This invention pertains to apparatus and methods for material handling, and especially for the palletizing and depalletizing of materials, and, optionally, the distribution of those materials to specific locations. The invention especially pertains to apparatus and processes for the handling of stacks of loose materials such as newspaper and loose sheets of paper, and the like, in conjunction with loading the materials onto a pallet and subsequently unloading the materials using a depalletizer, and optionally distributing them to a subsequent work station, and loading them into a hopper.
Apparatus for palletizing bundles of newspaper into a pallet load are known in the art. My U.S. Pat.
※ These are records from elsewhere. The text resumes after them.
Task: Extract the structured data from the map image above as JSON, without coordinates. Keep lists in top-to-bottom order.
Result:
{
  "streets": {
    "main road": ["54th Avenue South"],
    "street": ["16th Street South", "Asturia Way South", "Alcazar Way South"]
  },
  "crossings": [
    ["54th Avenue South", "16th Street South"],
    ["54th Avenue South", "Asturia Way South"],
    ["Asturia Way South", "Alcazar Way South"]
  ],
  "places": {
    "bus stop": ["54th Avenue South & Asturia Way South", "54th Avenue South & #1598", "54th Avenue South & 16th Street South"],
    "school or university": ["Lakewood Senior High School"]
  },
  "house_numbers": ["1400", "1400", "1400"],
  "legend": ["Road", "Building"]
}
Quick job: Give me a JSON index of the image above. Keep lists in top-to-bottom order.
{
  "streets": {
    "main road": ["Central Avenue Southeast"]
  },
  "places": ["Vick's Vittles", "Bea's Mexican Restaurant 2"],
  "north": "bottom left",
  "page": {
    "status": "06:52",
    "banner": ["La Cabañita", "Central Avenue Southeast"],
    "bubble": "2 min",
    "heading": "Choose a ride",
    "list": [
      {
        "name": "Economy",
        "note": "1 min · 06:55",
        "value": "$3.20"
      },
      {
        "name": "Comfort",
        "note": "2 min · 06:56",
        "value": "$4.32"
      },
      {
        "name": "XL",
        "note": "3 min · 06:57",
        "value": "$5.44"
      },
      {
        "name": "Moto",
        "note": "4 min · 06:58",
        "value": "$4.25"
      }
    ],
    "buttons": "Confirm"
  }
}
No. 4,704,060, which issued from Ser. No. 770,268, filed Aug. 28, 1985, which is a continuation-in-part of application Ser. No. 746,997, filed June 19, 1985, now abandoned, incorporated herein by reference teaches apparatus and methods for palletizing loose stacks of paper such as newspaper. To the inventor's knowledge, apparatus for unloading a pallet load of loose materials is unknown, as is unloading a pallet load by sliding the load off the pallet.
Palletizers have achieved substantial use for loading cases of material onto a pallet in layers typically with a slip sheet on the bottom of the load and tie sheets between the layers. In my U.S. Pat. No. 4,704,060, which issued from Ser. No. 770,268 filed Aug. 28, 1985, which is a continuation-in-part of application Ser. No. 746,997, now abandoned, there is disclosed palletizing apparatus for loading layers of loose paper, such as stacks of newspaper, onto a pallet.
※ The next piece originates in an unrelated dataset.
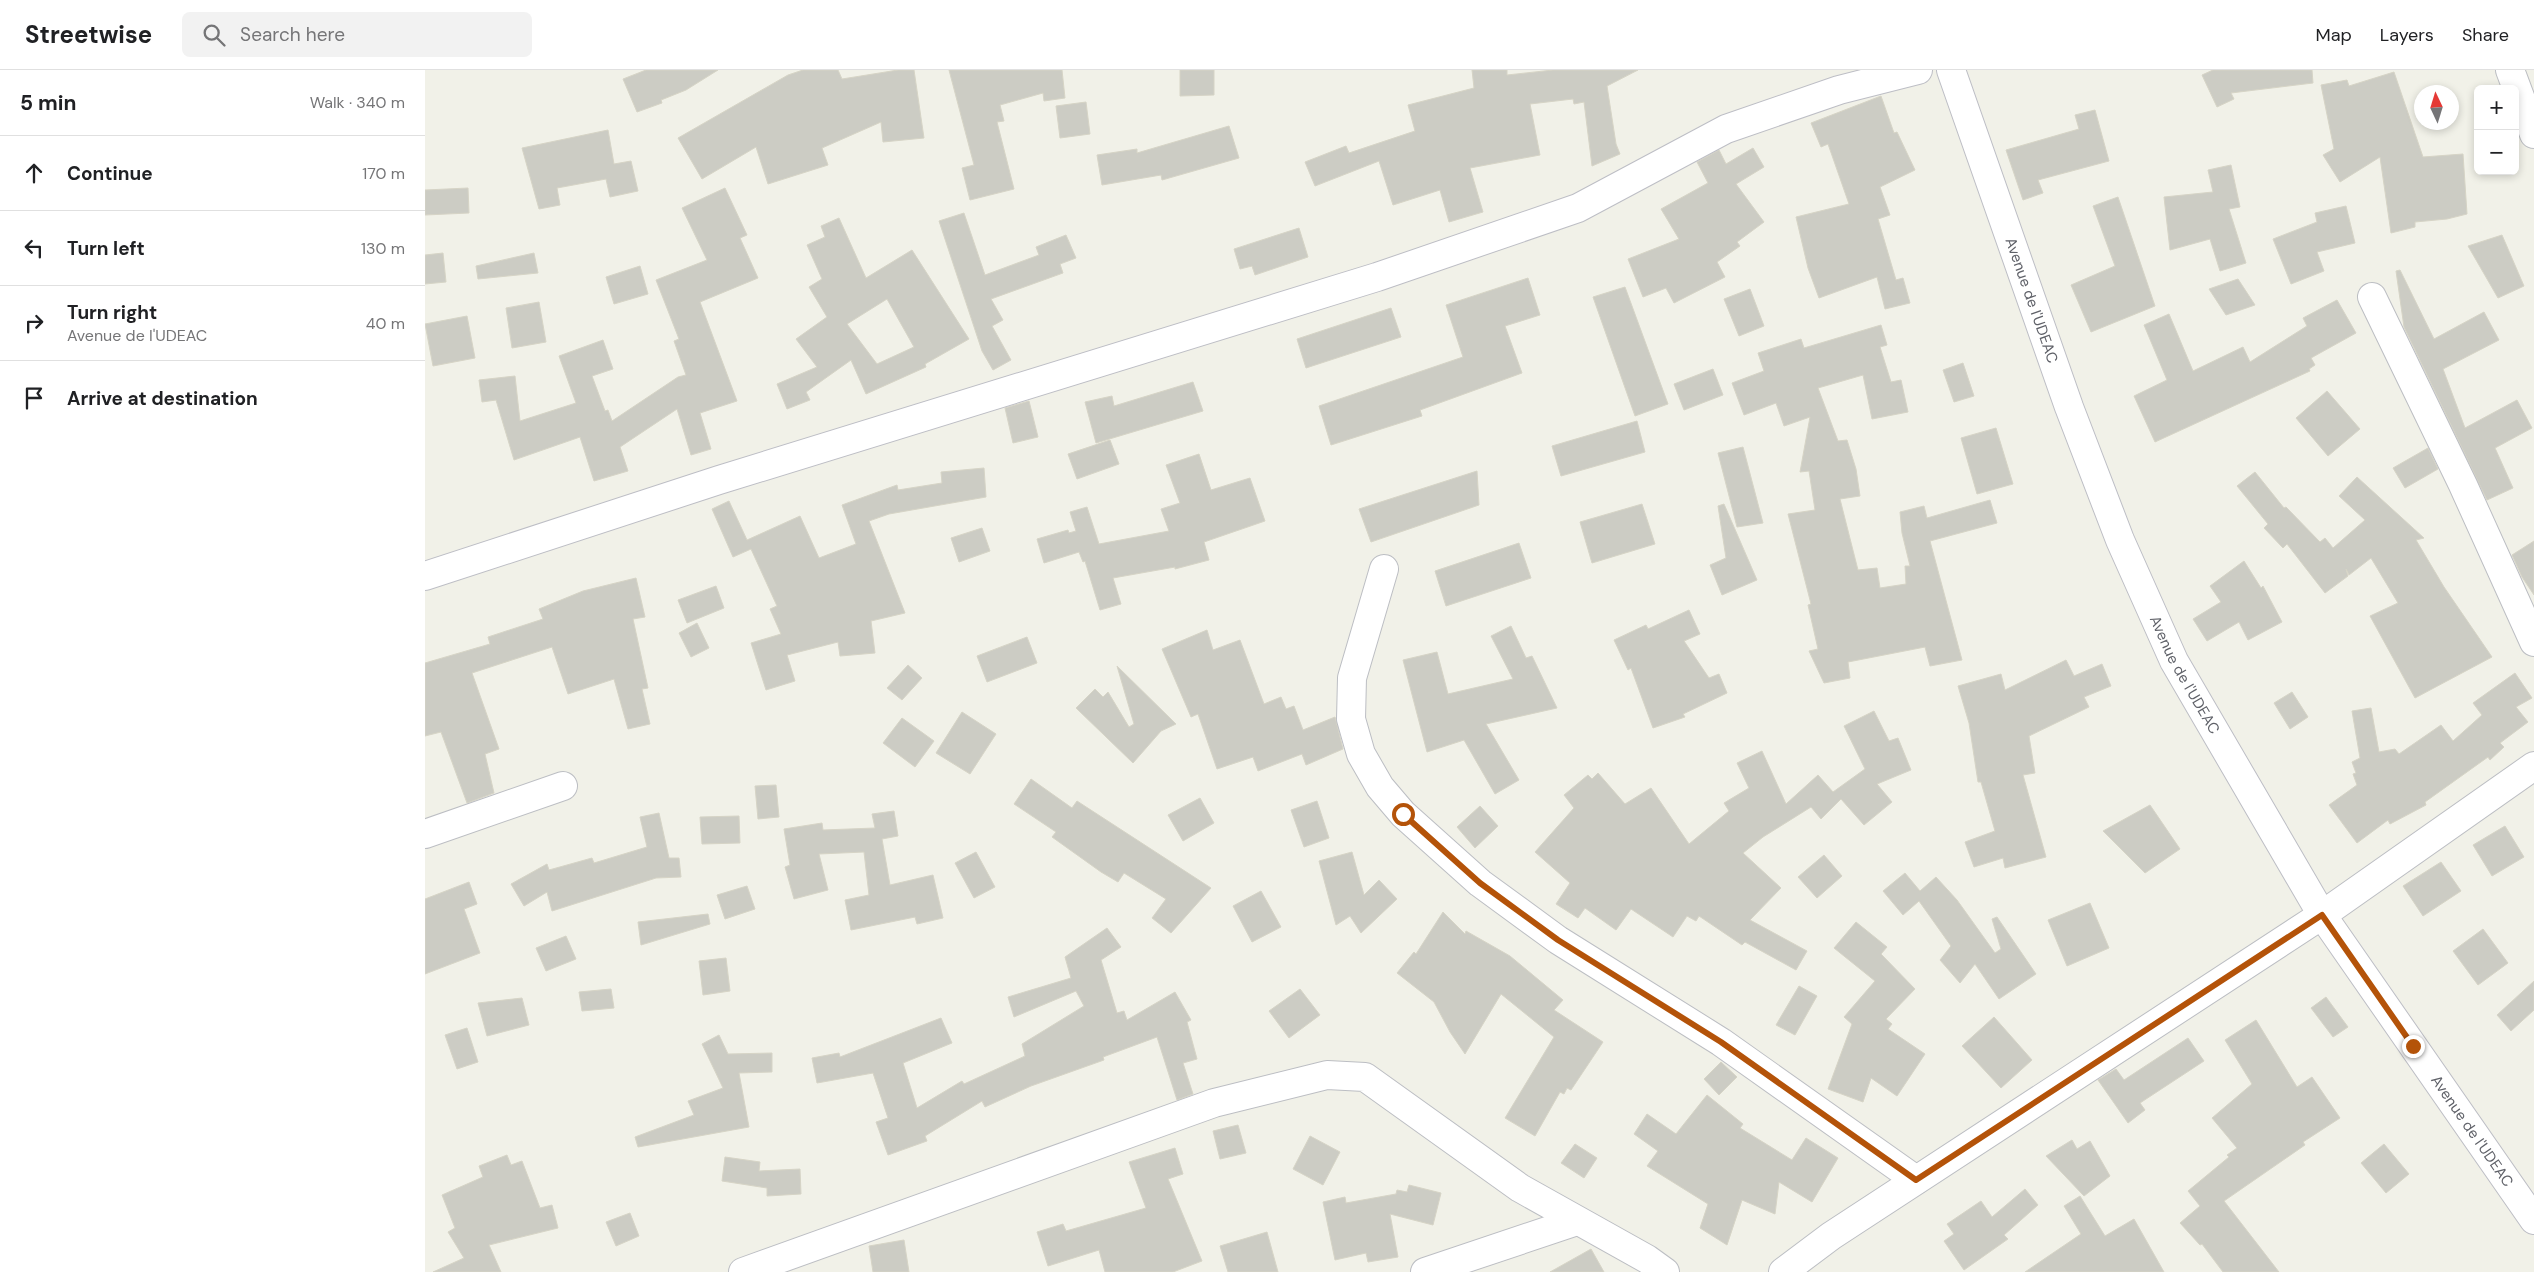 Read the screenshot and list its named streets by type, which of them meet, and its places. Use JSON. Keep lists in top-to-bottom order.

It is believed that the unloading of pallets, and particularly pallets of loosely stacked materials, is generally done by hand. The problem with handling loose materials with a pallet unloading apparatus is that each unit of material must be acted upon in some way, by the apparatus, to effect the desired movement. With the small thickness of, for example, paper, it is easy for sheets, particularly those near the bottom of a stack, to be missed by that material handling apparatus which functions by action on a side of the stack, at the edges of the sheets. Yet, efficient material handling of thin sheets typically is done through interactions at the sheet edges.
Papers are conventionally taken manually from a pallet load and stacked into a hopper for further processing. Since removal of material from the pallet load and placing it in the hopper are manual operations, it would be desirable to provide apparatus to perform each of those operations, as well as apparatus to transport the material from the depalletizing apparatus to the hopper loading apparatus.
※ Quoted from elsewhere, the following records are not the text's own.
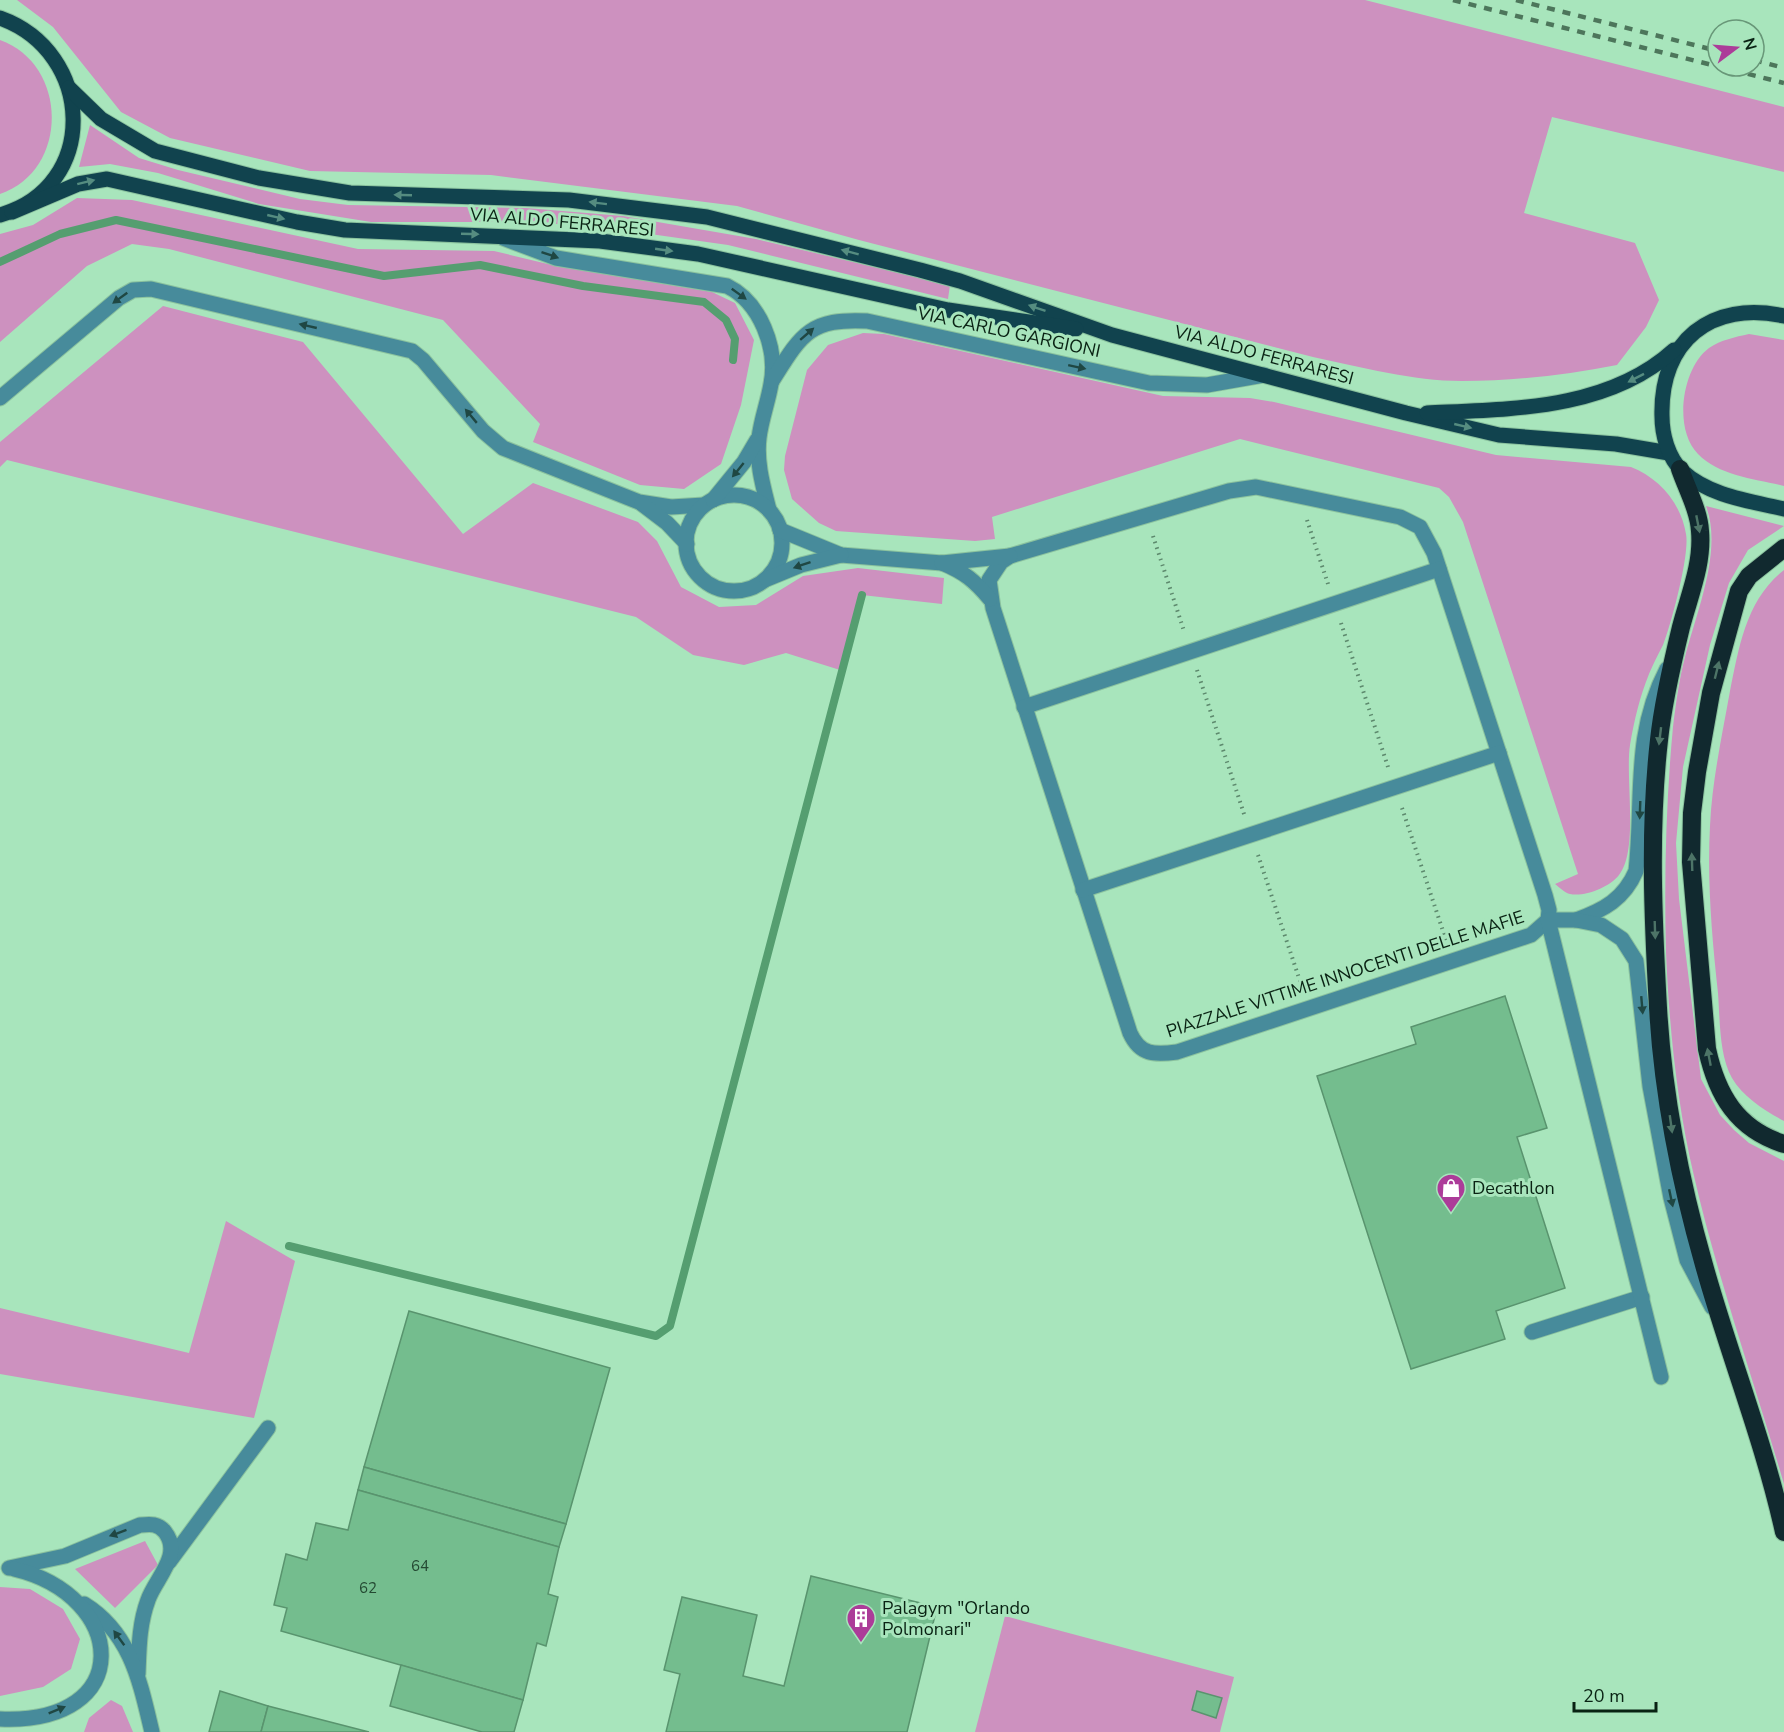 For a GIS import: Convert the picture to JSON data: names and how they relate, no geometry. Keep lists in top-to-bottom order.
{
  "streets": {
    "main road": ["VIA ALDO FERRARESI"],
    "street": ["VIA CARLO GARGIONI", "PIAZZALE VITTIME INNOCENTI DELLE MAFIE"]
  },
  "crossings": [
    ["VIA ALDO FERRARESI", "VIA CARLO GARGIONI"]
  ],
  "places": {
    "shop": ["Decathlon"],
    "building": ["Palagym \"Orlando Polmonari\""]
  },
  "house_numbers": ["64", "62"],
  "scale_bar": "20 m",
  "north": "right"
}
It is an object of this invention to provide apparatus and methods for automatically unloading material, and especially stacks of loose materials such as newspaper, from a pallet. In some embodiments, the most efficient unloading begins with a particular method of loading the pallet which is conducive to easy unloading.
Another object is provision of apparatus and process for distributing stacks of material to selected ones of a plurality of workstations.
Yet another object is provision of apparatus and process for loading stacks of paper into a hopper.
Finally, it is an object of the invention to provide a system of apparatus and process for depalletizing material, transporting it to a subsequent workstation, which may be selected from a plurality of workstations, and loading it into a hopper at the workstation.